|Storm Over Bear Mountain, 5x7 oil - $75|
A reader writes: Do you feel that Gamblin oil paints are definitely better than Grumbacher Pre-tested ? Have you ever used M. Graham walnut oil paints, and if so, what did you think of them ? I see that you prefer not to use mediums – do you feel that paint not diluted with mediums provides more saturated, rich color ? Thank you for your time, and inspiration. - Name Withheld
Thanks so much for your note. You know, the brand of oil paint one uses is really a personal preference. I know artists who swear by Grumbacher, and others, by Gamblin. In some ways, it's like Honda v. Subaru. (I've had both, and currently drive a Subaru.) Both are economical, efficient and well-made cars, and I'd trust either one of them in a snowstorm. I use Gamblin because the way the paint handles suits me. But I also have Grumbacher on my shelf, and Richeson Shiva, Rembrandt, Da Vinci and more.
As for M. Graham, that's like comparing a front-wheel drive car to one that's rear-wheel drive. There really is a difference. Graham paints are made with walnut oil, which dries more slowly than linseed oil paints. As an outdoor painter who travels a lot and needs his paint to dry quickly, I don't use them. (But that's my only reason; they are perfectly fine paints.) With Graham, I could certainly use the Graham alkyd medium, but I understand that just makes the paint dry about as fast as linseed oil paint. Or, I could use another alkyd medium (Gamblin's Galkyd Lite) that would make it dry even faster, but I prefer not to use any medium in the field. It's just one more thing to take.
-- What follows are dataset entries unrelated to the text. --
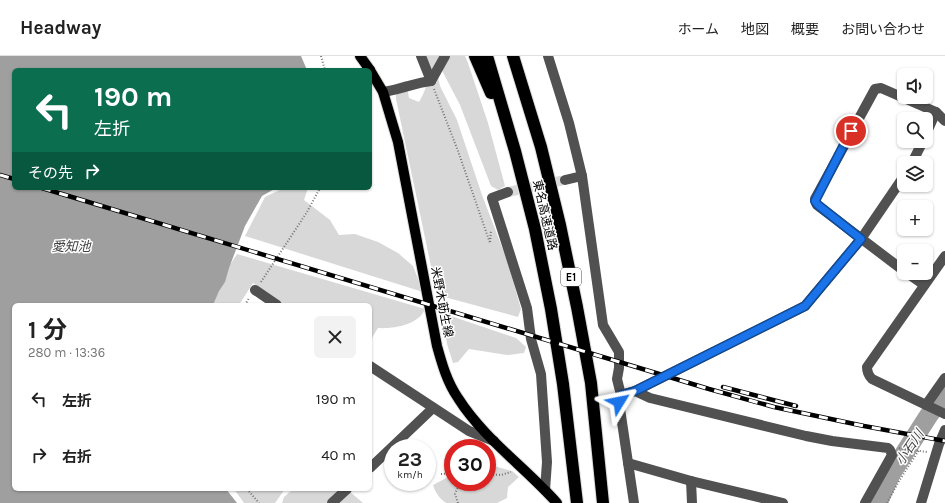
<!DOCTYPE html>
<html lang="ja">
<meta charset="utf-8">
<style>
body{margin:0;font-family:Karla,"Noto Sans JP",sans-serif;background:#f2f2f2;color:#222;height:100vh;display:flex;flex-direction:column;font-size:15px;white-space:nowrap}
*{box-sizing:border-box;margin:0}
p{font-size:13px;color:#767676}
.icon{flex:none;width:22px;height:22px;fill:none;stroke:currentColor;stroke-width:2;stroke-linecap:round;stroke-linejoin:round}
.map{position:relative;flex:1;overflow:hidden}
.sheet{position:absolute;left:12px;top:247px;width:360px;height:188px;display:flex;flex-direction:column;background:#fff;border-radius:6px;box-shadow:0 1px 3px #0004}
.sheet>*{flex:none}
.top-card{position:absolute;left:12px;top:12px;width:360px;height:122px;border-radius:6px;box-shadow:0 1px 3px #0004;background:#0b6e4f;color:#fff;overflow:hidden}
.tools{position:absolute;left:897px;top:12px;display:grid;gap:8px}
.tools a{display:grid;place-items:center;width:36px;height:36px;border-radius:6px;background:#fff;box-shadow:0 1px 3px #0004;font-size:20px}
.speed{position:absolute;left:384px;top:383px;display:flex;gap:8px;font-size:20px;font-weight:700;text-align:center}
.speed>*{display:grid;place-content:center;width:52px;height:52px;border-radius:50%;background:#fff;box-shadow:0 1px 3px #0004;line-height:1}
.speed small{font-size:10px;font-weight:400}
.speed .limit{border:6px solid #d22;background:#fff;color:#111}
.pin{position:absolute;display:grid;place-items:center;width:34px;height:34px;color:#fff;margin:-17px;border:2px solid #fff;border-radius:50%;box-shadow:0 1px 4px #0007}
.me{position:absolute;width:44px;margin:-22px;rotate:55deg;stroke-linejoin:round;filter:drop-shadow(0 0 3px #0008)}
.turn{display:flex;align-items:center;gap:14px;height:84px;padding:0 16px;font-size:18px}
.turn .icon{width:52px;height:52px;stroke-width:2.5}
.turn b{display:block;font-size:28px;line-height:34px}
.then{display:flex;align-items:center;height:38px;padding:0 16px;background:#0003;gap:8px;font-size:15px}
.round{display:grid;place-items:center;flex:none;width:42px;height:42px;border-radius:6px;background:#f2f2f2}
.headline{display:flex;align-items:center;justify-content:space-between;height:68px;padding:0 16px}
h1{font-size:24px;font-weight:700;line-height:30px}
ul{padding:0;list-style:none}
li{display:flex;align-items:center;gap:12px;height:56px;padding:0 16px}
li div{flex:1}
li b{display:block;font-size:15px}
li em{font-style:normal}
header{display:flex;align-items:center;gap:24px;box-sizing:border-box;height:56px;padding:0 20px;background:#fff;border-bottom:1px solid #e0e0e0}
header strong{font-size:19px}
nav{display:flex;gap:22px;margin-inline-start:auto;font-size:14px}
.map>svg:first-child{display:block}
</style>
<header>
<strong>Headway</strong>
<nav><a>ホーム</a><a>地図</a><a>概要</a><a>お問い合わせ</a></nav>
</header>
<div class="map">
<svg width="945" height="447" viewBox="0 0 945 447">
<rect width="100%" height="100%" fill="#fff"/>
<g fill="#d8d8d8">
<path d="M425,0H465L468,7L488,67L505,130L498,134L491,130L460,49L437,5L436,12L440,30L457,64L482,139L508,207L521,253L518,261L437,239L396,43V28L406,25L409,42L419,46C428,31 431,17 425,0Z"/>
<polygon points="284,132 308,132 304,144 330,164 339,179 355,178 378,186 398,197 413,210 423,236 245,180 265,141"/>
<path d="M237,198L425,253C419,269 393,273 378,272L373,280L370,288V249H286L253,227L239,249H204Z"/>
<polygon points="442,257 516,282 526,291 524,297 507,299 469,293 458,306 453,307 447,288"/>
<path d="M487,408L512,415L519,421L508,431L507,442L497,447H446C440,443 435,436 433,429L450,420L453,417V426H487Z"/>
<polygon points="234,433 285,433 275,447 244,447"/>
<polygon points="293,433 343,433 326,447 282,447 284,441"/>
<polygon points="348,434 363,447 334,447"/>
</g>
<polygon fill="#9f9f9f" points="0,0 301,0 307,14 14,14 14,132 276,132 262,140 245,170 229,212 225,226 219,235 213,249 14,249 14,433 226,433 237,447 0,447"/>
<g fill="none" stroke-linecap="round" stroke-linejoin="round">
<polyline stroke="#9f9f9f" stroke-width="19" points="878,447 891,418 929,359 945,338"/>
<polyline stroke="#d9d9d9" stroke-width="10" stroke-dasharray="10 5" stroke-linecap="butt" points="508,136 565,124"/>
<g stroke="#dbdbdb" stroke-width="12">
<g id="major">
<polyline points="360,0 370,14"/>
<path d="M370,14L383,36L398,86L437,290C442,308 447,326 458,342C484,383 525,411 557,447"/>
</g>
</g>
<g stroke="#dbdbdb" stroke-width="14">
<g id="highway">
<polyline points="475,0 491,37"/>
<polyline points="487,0 515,95 535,173 551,253 563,328 577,447"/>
<polyline points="513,0 541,91 560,169 577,251 591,327 603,447"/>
</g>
</g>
<g stroke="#737373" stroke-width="2" stroke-dasharray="1 2" stroke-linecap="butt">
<polyline points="321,0 325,14"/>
<polyline points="434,33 458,95 490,187 491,174"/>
<polyline points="261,226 307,156 320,132"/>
<polyline points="245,249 249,242"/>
<polyline points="899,392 927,396"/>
<polyline points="441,418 453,417"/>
<polyline points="487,418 501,419 511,416"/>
<polyline points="247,433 259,447"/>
<polyline points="458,447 455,438 460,426"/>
<polyline points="887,447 899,425 919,394"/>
</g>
<g stroke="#515151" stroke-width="10">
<polyline points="421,0 431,25"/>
<polyline points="548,0 569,67 582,120 603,269 619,296 619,312 617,323 621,339 619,346 634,447"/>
<polyline points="431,25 445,0"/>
<path d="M383,36C399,34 414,27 431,25"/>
<polyline points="926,78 936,56"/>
<polyline points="912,107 923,85"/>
<polyline points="565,124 582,120"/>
<polyline points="508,136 492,142 527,252 531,283 541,318 547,406 545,434"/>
<path d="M945,200L867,311C867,316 868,319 872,323L945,358"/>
<polyline points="904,215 817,149 816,147 815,143 875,33 881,32 936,56 945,65"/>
<polyline points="907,217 924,229"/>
<polyline points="255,234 277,249"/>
<polyline points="370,310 469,375 494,385"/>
<polyline points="635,335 650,342 806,380 832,385 888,392 890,394 892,399 865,447"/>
<polyline points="621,339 635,335 805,250 861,183 904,120"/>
<polyline points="926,349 945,322"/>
<polyline points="628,407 691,425 783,447"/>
<polyline points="370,412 433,352"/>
<polyline points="691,425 692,447"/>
<polyline points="332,447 347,433"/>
<polyline points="921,447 939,388 945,374"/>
</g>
<use href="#major" stroke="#000" stroke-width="10"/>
<use href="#highway" stroke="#000" stroke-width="12"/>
<g stroke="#000" stroke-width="4.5">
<g id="rail">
<polyline points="0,119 14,123"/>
<polyline points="42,132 709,333 774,351 864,370 945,385"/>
<polyline points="723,331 796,350"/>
</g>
</g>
<use href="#rail" stroke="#fff" stroke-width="3" stroke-dasharray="9" stroke-linecap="butt"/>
</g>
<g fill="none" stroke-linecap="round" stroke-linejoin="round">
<g stroke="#114b97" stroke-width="10">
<polyline id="route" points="619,346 621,339 635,335 805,250 861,183 818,149 815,145 851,75"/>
</g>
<use href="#route" stroke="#1a73e8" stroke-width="7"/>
</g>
<g text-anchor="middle" stroke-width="3" stroke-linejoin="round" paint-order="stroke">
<rect fill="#fff" stroke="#4c4c4c" stroke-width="1" x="561" y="212" width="20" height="18" rx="3"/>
<g font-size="11" font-weight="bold" fill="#000">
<text x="571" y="225">E1</text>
</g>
<g font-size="12" fill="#000" stroke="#fff">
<text transform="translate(545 159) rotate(77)" y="4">東名高速道路</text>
<text transform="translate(442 246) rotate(79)" y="4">米野木莇生線</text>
</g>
<g font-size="13" font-style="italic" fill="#404040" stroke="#fff">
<text x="71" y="195">愛知池</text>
<text transform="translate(909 391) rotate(-56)" y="5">小石川</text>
</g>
</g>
</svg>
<div class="tools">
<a><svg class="icon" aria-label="sound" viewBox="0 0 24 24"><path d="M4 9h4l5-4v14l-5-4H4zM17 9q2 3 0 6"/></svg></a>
<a><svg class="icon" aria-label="search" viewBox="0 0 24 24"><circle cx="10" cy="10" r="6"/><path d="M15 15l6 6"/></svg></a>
<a><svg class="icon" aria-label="layers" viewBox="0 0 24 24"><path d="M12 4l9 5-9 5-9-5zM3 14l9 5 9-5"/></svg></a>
<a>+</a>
<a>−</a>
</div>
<div class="speed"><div>23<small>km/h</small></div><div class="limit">30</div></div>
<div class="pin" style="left:851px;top:75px;background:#d93025"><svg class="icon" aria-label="arrive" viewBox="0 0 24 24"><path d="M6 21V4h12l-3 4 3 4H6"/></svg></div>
<svg class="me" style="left:619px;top:346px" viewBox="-20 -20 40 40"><path d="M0-17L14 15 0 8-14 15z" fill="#1a73e8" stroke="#fff" stroke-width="4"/></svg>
<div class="top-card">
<div class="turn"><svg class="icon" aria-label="left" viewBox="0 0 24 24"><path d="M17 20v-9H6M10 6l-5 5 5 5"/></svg><div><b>190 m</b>左折</div></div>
<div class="then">その先<svg class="icon" aria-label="right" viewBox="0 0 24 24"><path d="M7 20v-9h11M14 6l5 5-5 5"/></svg></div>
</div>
<section class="sheet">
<div class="headline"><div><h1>1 分</h1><p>280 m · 13:36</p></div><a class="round"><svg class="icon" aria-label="close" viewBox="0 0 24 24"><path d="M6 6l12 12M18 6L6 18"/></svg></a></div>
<ul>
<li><svg class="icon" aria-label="left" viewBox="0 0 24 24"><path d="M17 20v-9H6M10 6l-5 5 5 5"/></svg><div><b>左折</b></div><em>190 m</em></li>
<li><svg class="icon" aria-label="right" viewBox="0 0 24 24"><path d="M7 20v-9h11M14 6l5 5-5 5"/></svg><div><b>右折</b></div><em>40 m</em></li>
</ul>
</section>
</div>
And that brings me to your question of mediums. Oil paint, according to the consultants I've spoken to, is best used right out of the tube with as little thinner or medium as possible. Oil paint should be prepared in a way so that it has just enough oil to be workable and create a durable paint film. In the rare case that I run across a paint that's not workable, then I may use a medium to make it "move" better. I only add a drop or two. I sometimes find pure titanium white paint needs a little extra push. If I do need my paintings to dry more quickly because I'm in a plein air festival, I'll use a little Galkyd Lite.